DATA UNDER STUDY:

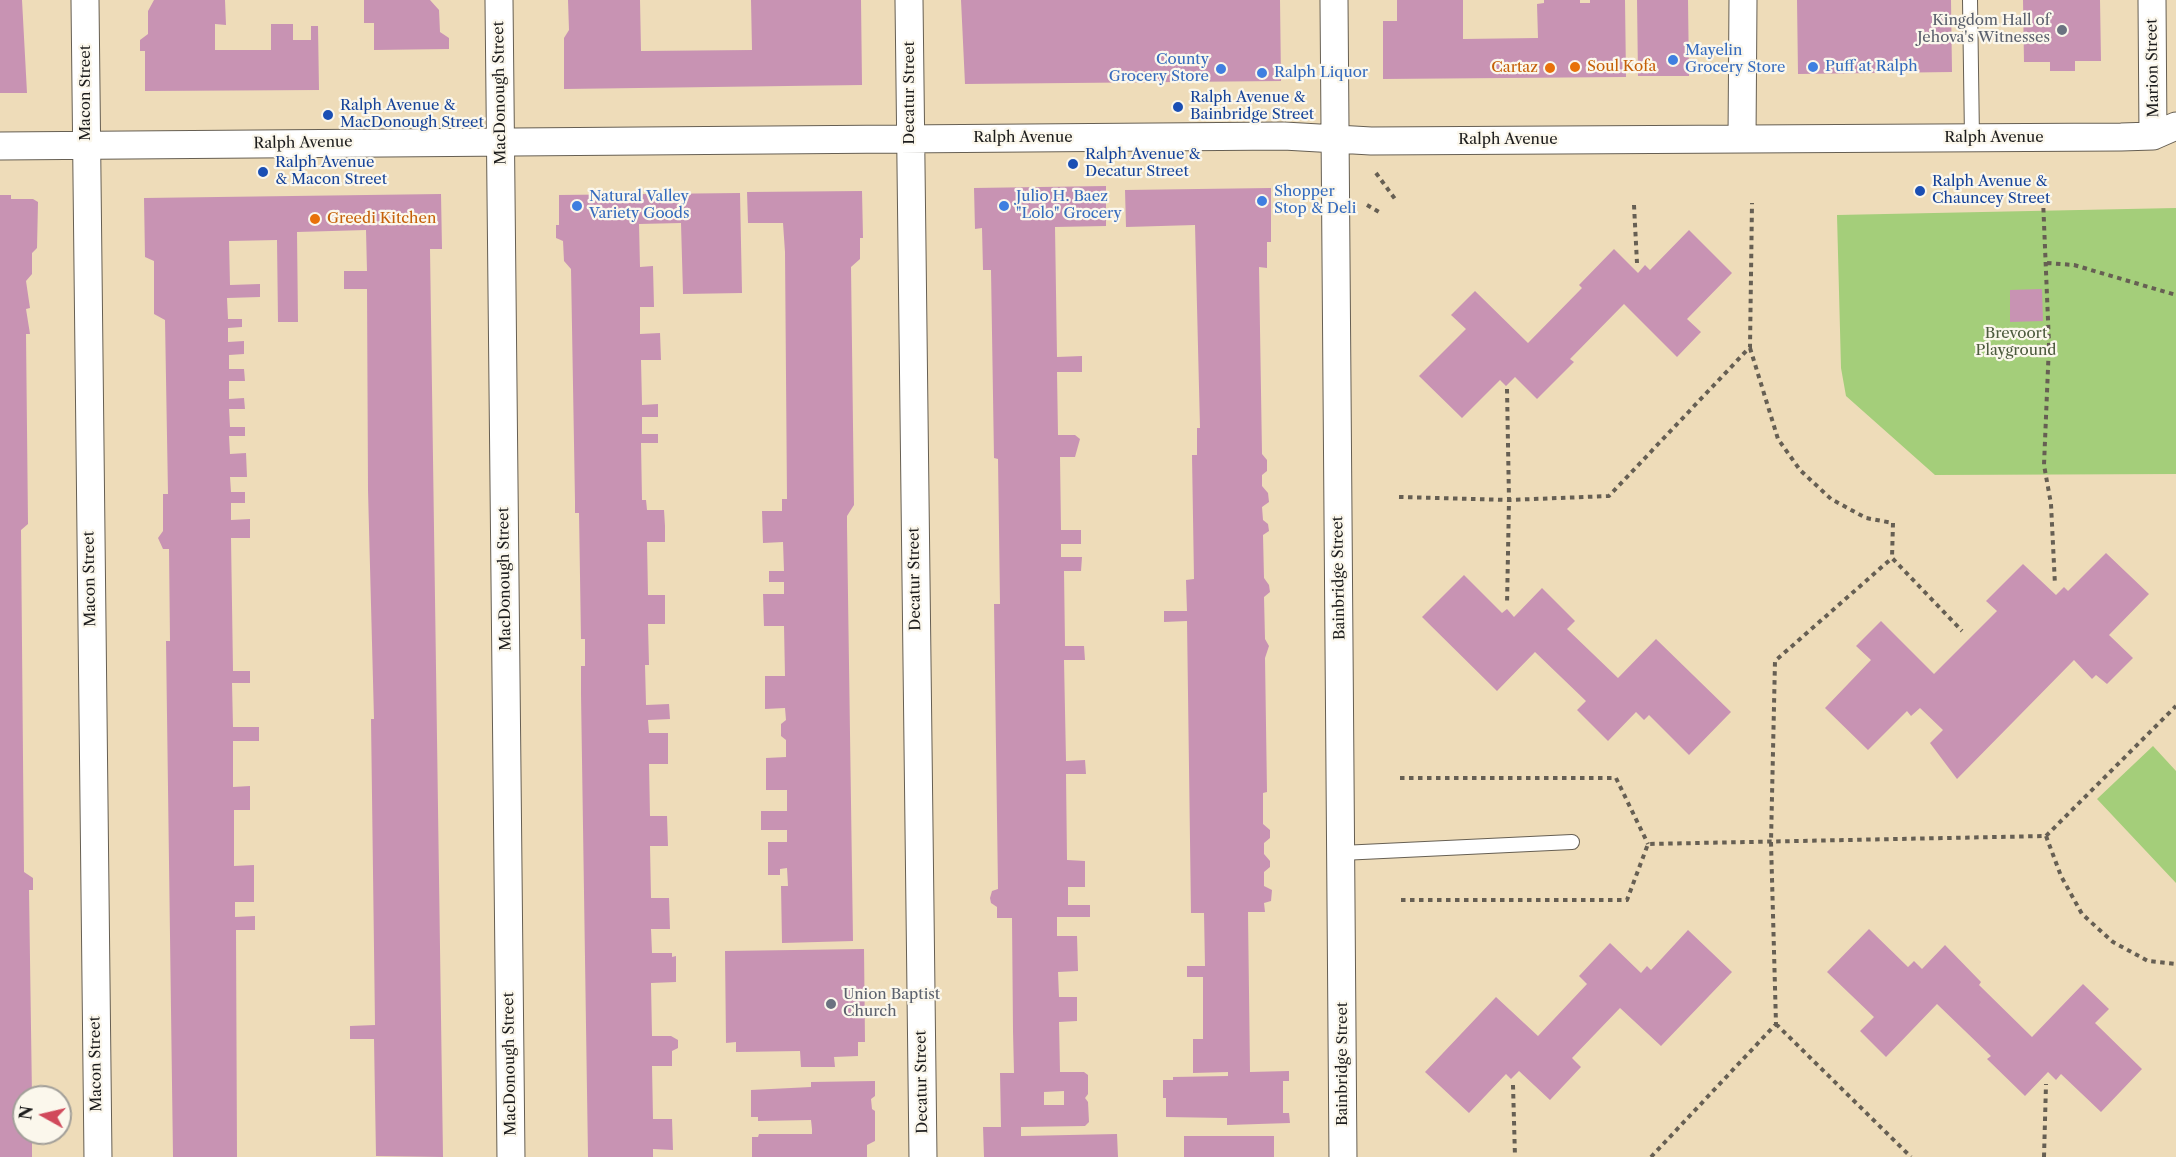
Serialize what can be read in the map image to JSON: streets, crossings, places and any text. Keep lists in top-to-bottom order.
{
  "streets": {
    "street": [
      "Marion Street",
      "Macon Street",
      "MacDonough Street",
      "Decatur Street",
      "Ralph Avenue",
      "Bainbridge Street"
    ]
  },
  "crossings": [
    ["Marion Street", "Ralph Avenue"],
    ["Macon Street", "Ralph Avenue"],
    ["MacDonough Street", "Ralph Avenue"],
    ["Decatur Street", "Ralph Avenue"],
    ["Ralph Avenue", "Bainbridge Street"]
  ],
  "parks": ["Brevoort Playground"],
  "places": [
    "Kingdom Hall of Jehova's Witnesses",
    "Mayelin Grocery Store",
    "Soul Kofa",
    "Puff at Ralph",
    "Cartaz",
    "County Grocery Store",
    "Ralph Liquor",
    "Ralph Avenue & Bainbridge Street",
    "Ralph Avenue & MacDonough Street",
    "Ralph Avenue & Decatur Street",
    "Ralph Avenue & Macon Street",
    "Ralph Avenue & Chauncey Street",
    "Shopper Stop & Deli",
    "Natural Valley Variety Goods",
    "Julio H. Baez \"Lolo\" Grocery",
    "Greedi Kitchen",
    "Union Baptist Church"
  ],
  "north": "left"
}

WHAT YOU ARE ASKED TO DO:
Retype the data in full. Images do not go in the copy.

FINAL ANSWER:
Serialize what can be read in the map image to JSON: streets, crossings, places and any text. Keep lists in top-to-bottom order.
{
  "streets": {
    "street": [
      "Marion Street",
      "Macon Street",
      "MacDonough Street",
      "Decatur Street",
      "Ralph Avenue",
      "Bainbridge Street"
    ]
  },
  "crossings": [
    ["Marion Street", "Ralph Avenue"],
    ["Macon Street", "Ralph Avenue"],
    ["MacDonough Street", "Ralph Avenue"],
    ["Decatur Street", "Ralph Avenue"],
    ["Ralph Avenue", "Bainbridge Street"]
  ],
  "parks": ["Brevoort Playground"],
  "places": [
    "Kingdom Hall of Jehova's Witnesses",
    "Mayelin Grocery Store",
    "Soul Kofa",
    "Puff at Ralph",
    "Cartaz",
    "County Grocery Store",
    "Ralph Liquor",
    "Ralph Avenue & Bainbridge Street",
    "Ralph Avenue & MacDonough Street",
    "Ralph Avenue & Decatur Street",
    "Ralph Avenue & Macon Street",
    "Ralph Avenue & Chauncey Street",
    "Shopper Stop & Deli",
    "Natural Valley Variety Goods",
    "Julio H. Baez \"Lolo\" Grocery",
    "Greedi Kitchen",
    "Union Baptist Church"
  ],
  "north": "left"
}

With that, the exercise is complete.